TASK OBJECTIVE:
Your answer should be every line below that includes the word "Kjelsens".
---------- SUPPLIED DATA ----------
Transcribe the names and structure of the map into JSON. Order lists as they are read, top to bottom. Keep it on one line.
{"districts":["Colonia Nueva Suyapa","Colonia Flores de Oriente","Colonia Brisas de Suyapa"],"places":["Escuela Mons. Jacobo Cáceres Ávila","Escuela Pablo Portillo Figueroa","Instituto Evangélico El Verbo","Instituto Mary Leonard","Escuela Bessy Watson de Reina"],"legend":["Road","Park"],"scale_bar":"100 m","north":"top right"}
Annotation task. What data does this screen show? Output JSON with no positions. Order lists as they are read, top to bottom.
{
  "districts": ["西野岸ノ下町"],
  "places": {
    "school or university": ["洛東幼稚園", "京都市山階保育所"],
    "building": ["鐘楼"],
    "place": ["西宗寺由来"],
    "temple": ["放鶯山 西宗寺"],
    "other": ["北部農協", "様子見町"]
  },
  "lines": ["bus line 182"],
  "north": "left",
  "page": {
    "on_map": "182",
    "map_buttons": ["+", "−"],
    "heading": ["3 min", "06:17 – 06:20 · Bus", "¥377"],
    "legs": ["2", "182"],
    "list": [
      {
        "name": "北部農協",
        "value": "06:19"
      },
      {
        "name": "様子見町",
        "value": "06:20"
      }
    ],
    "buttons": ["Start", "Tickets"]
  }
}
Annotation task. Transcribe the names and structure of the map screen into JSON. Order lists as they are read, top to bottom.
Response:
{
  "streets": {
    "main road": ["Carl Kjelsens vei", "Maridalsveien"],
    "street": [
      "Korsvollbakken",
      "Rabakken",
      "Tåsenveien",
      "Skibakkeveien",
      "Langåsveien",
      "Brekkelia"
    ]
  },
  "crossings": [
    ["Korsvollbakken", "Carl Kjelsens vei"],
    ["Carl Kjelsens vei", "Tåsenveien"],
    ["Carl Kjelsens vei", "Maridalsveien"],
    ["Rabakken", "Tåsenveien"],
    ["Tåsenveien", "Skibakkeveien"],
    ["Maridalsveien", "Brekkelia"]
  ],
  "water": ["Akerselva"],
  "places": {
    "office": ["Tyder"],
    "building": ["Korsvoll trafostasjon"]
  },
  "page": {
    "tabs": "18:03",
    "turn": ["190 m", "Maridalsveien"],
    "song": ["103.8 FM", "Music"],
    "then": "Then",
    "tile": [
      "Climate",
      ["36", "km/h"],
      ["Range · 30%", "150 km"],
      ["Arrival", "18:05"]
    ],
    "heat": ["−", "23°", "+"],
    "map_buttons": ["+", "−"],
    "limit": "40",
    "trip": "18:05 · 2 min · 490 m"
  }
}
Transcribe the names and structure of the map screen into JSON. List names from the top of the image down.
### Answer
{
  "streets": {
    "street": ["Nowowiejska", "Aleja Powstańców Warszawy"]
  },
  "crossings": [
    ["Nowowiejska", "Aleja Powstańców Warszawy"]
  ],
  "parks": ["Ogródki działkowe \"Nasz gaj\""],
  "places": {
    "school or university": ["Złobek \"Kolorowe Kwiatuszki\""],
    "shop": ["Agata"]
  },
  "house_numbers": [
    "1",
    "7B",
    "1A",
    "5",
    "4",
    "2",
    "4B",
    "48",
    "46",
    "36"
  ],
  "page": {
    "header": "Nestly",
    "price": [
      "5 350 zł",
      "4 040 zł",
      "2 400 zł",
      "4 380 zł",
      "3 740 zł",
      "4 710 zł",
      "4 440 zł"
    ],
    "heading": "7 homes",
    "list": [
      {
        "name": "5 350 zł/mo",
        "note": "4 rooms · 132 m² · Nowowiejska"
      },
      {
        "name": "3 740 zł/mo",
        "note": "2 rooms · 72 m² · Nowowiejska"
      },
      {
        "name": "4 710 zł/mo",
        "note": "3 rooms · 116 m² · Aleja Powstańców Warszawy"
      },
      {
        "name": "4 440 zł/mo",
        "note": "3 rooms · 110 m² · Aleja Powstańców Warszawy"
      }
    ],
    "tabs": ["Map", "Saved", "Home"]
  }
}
----------
TASK SOLUTION:
    "main road": ["Carl Kjelsens vei", "Maridalsveien"],
    ["Korsvollbakken", "Carl Kjelsens vei"],
    ["Carl Kjelsens vei", "Tåsenveien"],
    ["Carl Kjelsens vei", "Maridalsveien"],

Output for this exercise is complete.